→ REQUIREMENT:
Your copy should match the entries below exactly, apart from the images.

□ □ □ □ □ □ □

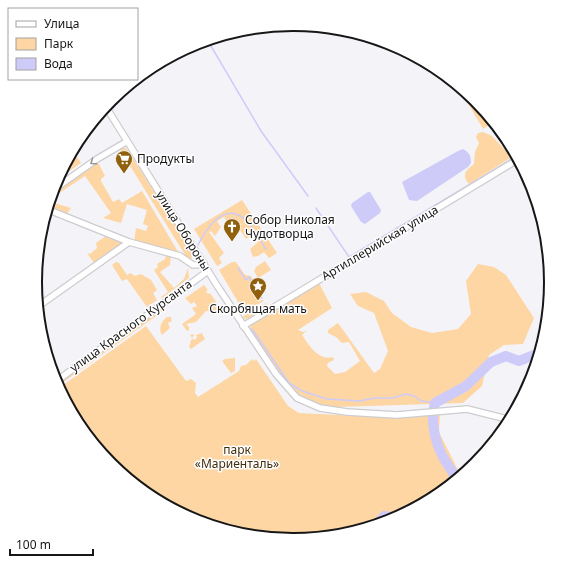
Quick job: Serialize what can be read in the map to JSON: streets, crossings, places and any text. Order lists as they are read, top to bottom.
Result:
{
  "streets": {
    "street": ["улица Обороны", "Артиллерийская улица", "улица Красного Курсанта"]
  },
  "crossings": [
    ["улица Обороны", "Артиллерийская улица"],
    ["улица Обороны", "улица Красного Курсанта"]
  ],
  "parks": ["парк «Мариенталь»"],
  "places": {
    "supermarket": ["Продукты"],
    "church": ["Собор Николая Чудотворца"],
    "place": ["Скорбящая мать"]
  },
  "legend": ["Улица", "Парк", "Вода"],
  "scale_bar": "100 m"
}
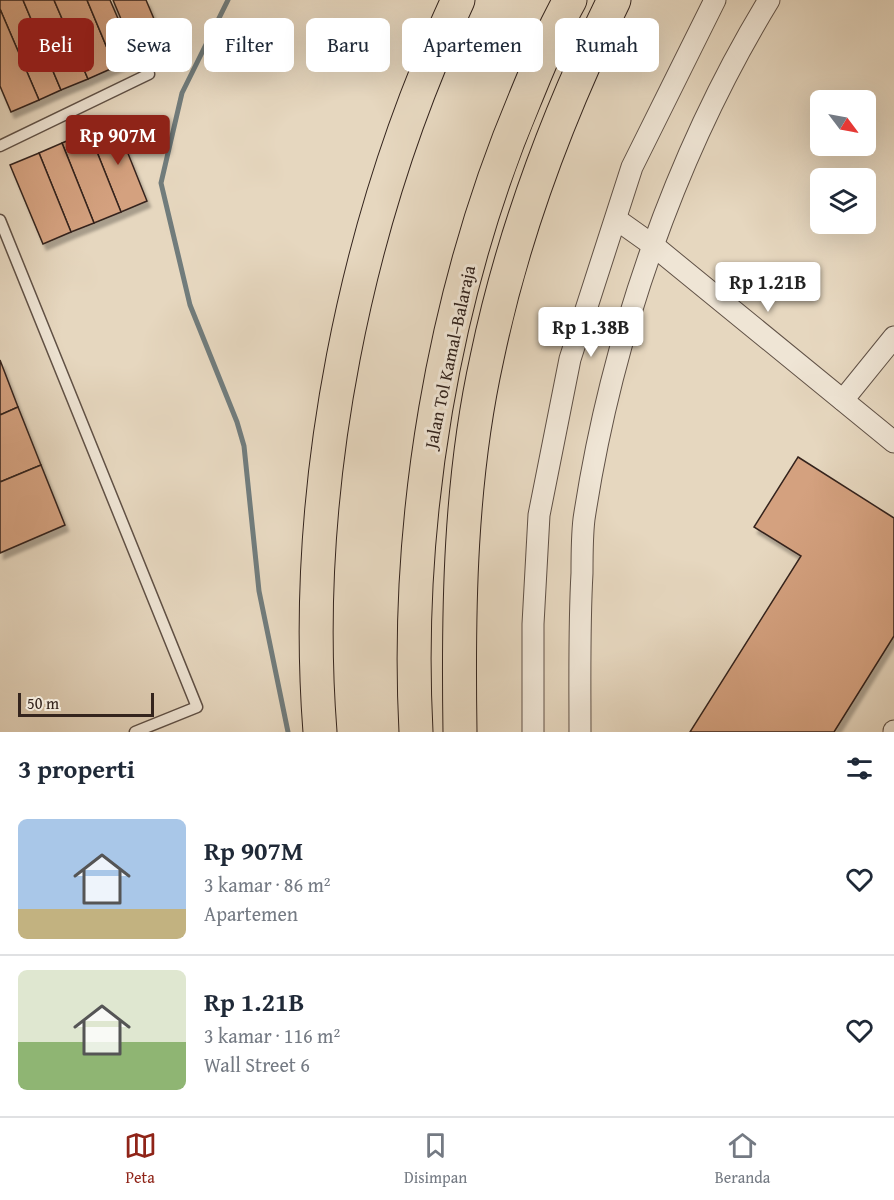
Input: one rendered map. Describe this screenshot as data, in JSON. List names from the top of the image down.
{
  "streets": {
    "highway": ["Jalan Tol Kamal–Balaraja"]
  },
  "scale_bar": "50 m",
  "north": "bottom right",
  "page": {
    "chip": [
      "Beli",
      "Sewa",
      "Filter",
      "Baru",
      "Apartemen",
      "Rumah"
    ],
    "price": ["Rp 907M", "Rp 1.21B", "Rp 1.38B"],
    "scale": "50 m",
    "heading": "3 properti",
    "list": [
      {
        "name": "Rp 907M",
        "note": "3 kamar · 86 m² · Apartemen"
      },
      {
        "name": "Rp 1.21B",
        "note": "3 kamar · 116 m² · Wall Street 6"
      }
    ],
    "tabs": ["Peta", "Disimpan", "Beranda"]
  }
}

□ □ □ □ □ □ □

→ TASK RESULT:
Quick job: Serialize what can be read in the map to JSON: streets, crossings, places and any text. Order lists as they are read, top to bottom.
Result:
{
  "streets": {
    "street": ["улица Обороны", "Артиллерийская улица", "улица Красного Курсанта"]
  },
  "crossings": [
    ["улица Обороны", "Артиллерийская улица"],
    ["улица Обороны", "улица Красного Курсанта"]
  ],
  "parks": ["парк «Мариенталь»"],
  "places": {
    "supermarket": ["Продукты"],
    "church": ["Собор Николая Чудотворца"],
    "place": ["Скорбящая мать"]
  },
  "legend": ["Улица", "Парк", "Вода"],
  "scale_bar": "100 m"
}
Input: one rendered map. Describe this screenshot as data, in JSON. List names from the top of the image down.
{
  "streets": {
    "highway": ["Jalan Tol Kamal–Balaraja"]
  },
  "scale_bar": "50 m",
  "north": "bottom right",
  "page": {
    "chip": [
      "Beli",
      "Sewa",
      "Filter",
      "Baru",
      "Apartemen",
      "Rumah"
    ],
    "price": ["Rp 907M", "Rp 1.21B", "Rp 1.38B"],
    "scale": "50 m",
    "heading": "3 properti",
    "list": [
      {
        "name": "Rp 907M",
        "note": "3 kamar · 86 m² · Apartemen"
      },
      {
        "name": "Rp 1.21B",
        "note": "3 kamar · 116 m² · Wall Street 6"
      }
    ],
    "tabs": ["Peta", "Disimpan", "Beranda"]
  }
}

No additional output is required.